OAPEC’s expert in gas and hydrogen industries, Engineer Wael Hamid Abdel Moati, has raised a cautionary flag, pointing out that the investment plans for hydrogen exportation are not progressing as expected. Despite the promise of numerous projects, the critical final investment decisions have only been made for a tiny fraction, amounting to 0.3 million tons per year of hydrogen equivalent. This meager progress threatens to impede the development of an international hydrogen market.
Many Arab nations have expressed a strong interest in significant commercial projects aimed at exporting hydrogen and its carrier materials, including ammonia and methylcyclohexane, to potential markets in Asia and Europe. In a study titled “Hydrogen Transport and Export…Options and Challenges,” exclusively published by the Energy Platform, it is revealed that by the end of September 2023, there were around 47 announced projects in Arab countries dedicated to hydrogen production, export, and applications.

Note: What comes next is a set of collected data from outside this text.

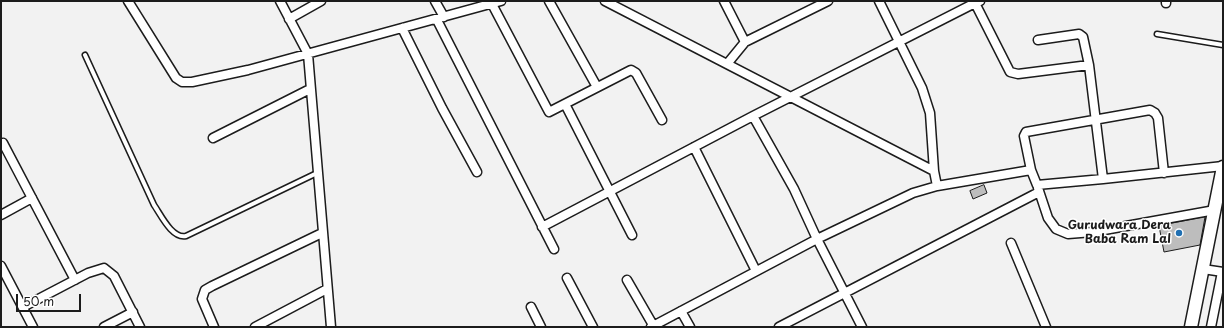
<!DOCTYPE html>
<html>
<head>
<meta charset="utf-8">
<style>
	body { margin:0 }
	#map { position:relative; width:1224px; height:328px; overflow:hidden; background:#f2f2f2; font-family:"Playpen Sans",sans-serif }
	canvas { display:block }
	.frame { position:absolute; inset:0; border:2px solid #1c1c1c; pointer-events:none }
	.scale { position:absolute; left:16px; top:294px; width:65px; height:18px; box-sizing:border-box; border:2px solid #1c1c1c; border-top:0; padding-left:5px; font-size:12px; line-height:14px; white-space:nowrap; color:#1c1c1c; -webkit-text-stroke:3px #fff; paint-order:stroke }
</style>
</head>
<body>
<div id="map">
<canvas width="1224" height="328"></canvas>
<div class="frame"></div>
<div class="scale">50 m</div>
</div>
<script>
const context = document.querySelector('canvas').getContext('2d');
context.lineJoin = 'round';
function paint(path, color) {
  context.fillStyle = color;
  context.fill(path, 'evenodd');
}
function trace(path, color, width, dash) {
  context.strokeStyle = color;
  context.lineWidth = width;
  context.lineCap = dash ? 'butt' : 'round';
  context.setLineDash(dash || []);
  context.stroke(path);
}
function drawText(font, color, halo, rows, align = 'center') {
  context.font = font + ' "Playpen Sans",sans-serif';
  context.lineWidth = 3;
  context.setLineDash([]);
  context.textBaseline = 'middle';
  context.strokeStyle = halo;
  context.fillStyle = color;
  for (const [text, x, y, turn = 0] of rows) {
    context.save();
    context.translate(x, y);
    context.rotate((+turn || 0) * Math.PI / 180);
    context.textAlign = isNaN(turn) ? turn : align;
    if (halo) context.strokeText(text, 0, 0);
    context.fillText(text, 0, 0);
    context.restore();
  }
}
const building = new Path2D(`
	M984 185 987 193 973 199 970 191Z
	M1205 217 1200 245 1164 252 1159 226Z`);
paint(building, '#bdbdbd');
trace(building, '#1c1c1c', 1);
const lane = new Path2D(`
	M1157 34 1223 45
	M85 55 154 205C161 215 172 239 186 236L317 173`);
const street = new Path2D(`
	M128 1 176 78 182 82H192L248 70 501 1
	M280 1 308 54 331 327
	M435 1 444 17
	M549 1 597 87
	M605 1 934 171 937 186 1031 170 1037 185 1103 179 1223 166
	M724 1 745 42
	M879 1 922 88 930 113 934 171
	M980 1 975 3 1010 72 1018 74 1089 65
	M1166 3V1
	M492 4 549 112 631 70 636 73 662 120
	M289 19 321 1
	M437 20 554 249
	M402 28 442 108 477 172
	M1038 40 1079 34 1083 37 1089 65 1103 179
	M727 64 745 42 828 1
	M565 104 632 235
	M753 116 794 189 817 239 862 327
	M213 138 310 89
	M3 143 75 280
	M694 147 756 271
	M1031 170 1024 136 1026 132 1150 110 1155 113 1158 118 1164 173
	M1038 188 1048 218 1056 229 1068 234 1093 232 1215 210
	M1 215 32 198
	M542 227 753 116 975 3 974 1
	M1011 243 1046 327
	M1 266 33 327
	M1203 269 1223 272
	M567 278 593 327
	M627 280 653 325
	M23 307 88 273 104 268 114 276 140 327
	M531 307 541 327
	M681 311 690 327
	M104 327 133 312
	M214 327 202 299 205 290 212 286 322 233
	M255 327 327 289
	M651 327 817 239 913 193 937 186
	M779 327 1039 192
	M1211 327 1222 272`);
const primary = new Path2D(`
	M1191 327 1223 167`);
trace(lane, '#1c1c1c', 7);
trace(street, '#1c1c1c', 11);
trace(primary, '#1c1c1c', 15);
trace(lane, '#fff', 4);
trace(street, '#fff', 8);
trace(primary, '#fff', 12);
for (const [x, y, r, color] of [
	[1179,233,4,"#1f6fb2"]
]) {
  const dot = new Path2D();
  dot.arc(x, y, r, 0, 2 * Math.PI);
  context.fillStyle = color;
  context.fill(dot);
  trace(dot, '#fff', 1.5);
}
drawText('bold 12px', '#1c1c1c', '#fff', [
	["Gurudwara Dera",1171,226],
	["Baba Ram Lal",1171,240]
], 'right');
</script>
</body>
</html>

Notably, ammonia projects take the lead in this endeavor.
One of the critical challenges that the hydrogen exportation faces is the high cost associated with its transportation. According to the study, current costs are substantial, influencing the broader adoption of hydrogen as a future energy source. To mitigate these costs and elevate hydrogen’s role in the future, the study recommends revisiting and leveraging existing oil and gas pipelines for hydrogen transportation.
Wael Abdel Moati proposes building complete model units in manufacturing workshops and unified standard specifications for various components in the hydrogen production process. He also emphasizes investing in large production projects and long supply chains to promote the manufacturing of larger components. The study underlines the significance of continuous research and development to enhance conversion and reconversion processes and ultimately reduce hydrogen transport costs.
The study divides hydrogen transport and export into four distinct paths: transporting compressed hydrogen through pipelines, liquefying hydrogen and transporting it in carriers, converting hydrogen into ammonia and transporting it by tanker, and transforming hydrogen into liquid organic compounds such as methylcyclohexane. These methods have varying implications, including volumetric storage density, energy consumption during conversion, and reconversion processes.
Presently, the cost of transporting hydrogen and its carrier materials varies significantly. For instance, pipeline transportation is among the more economical options, potentially costing around $2 per kilogram of hydrogen equivalent by 2030. Conversely, liquefied hydrogen transport remains the most expensive, exceeding $7.5 per kilogram of hydrogen equivalent. The study concludes that transportation costs are a significant factor affecting the adoption of hydrogen as an energy source. However, it holds out hope for a decline in these costs as economies of scale improve and technologies evolve.
OAPEC’s findings underscore the complexity of hydrogen exportation and emphasize the importance of addressing the challenges it faces. As the world navigates towards a greener energy future, the lessons from this study are invaluable for governments, industries, and researchers seeking to unlock the potential of hydrogen as a clean and sustainable energy source.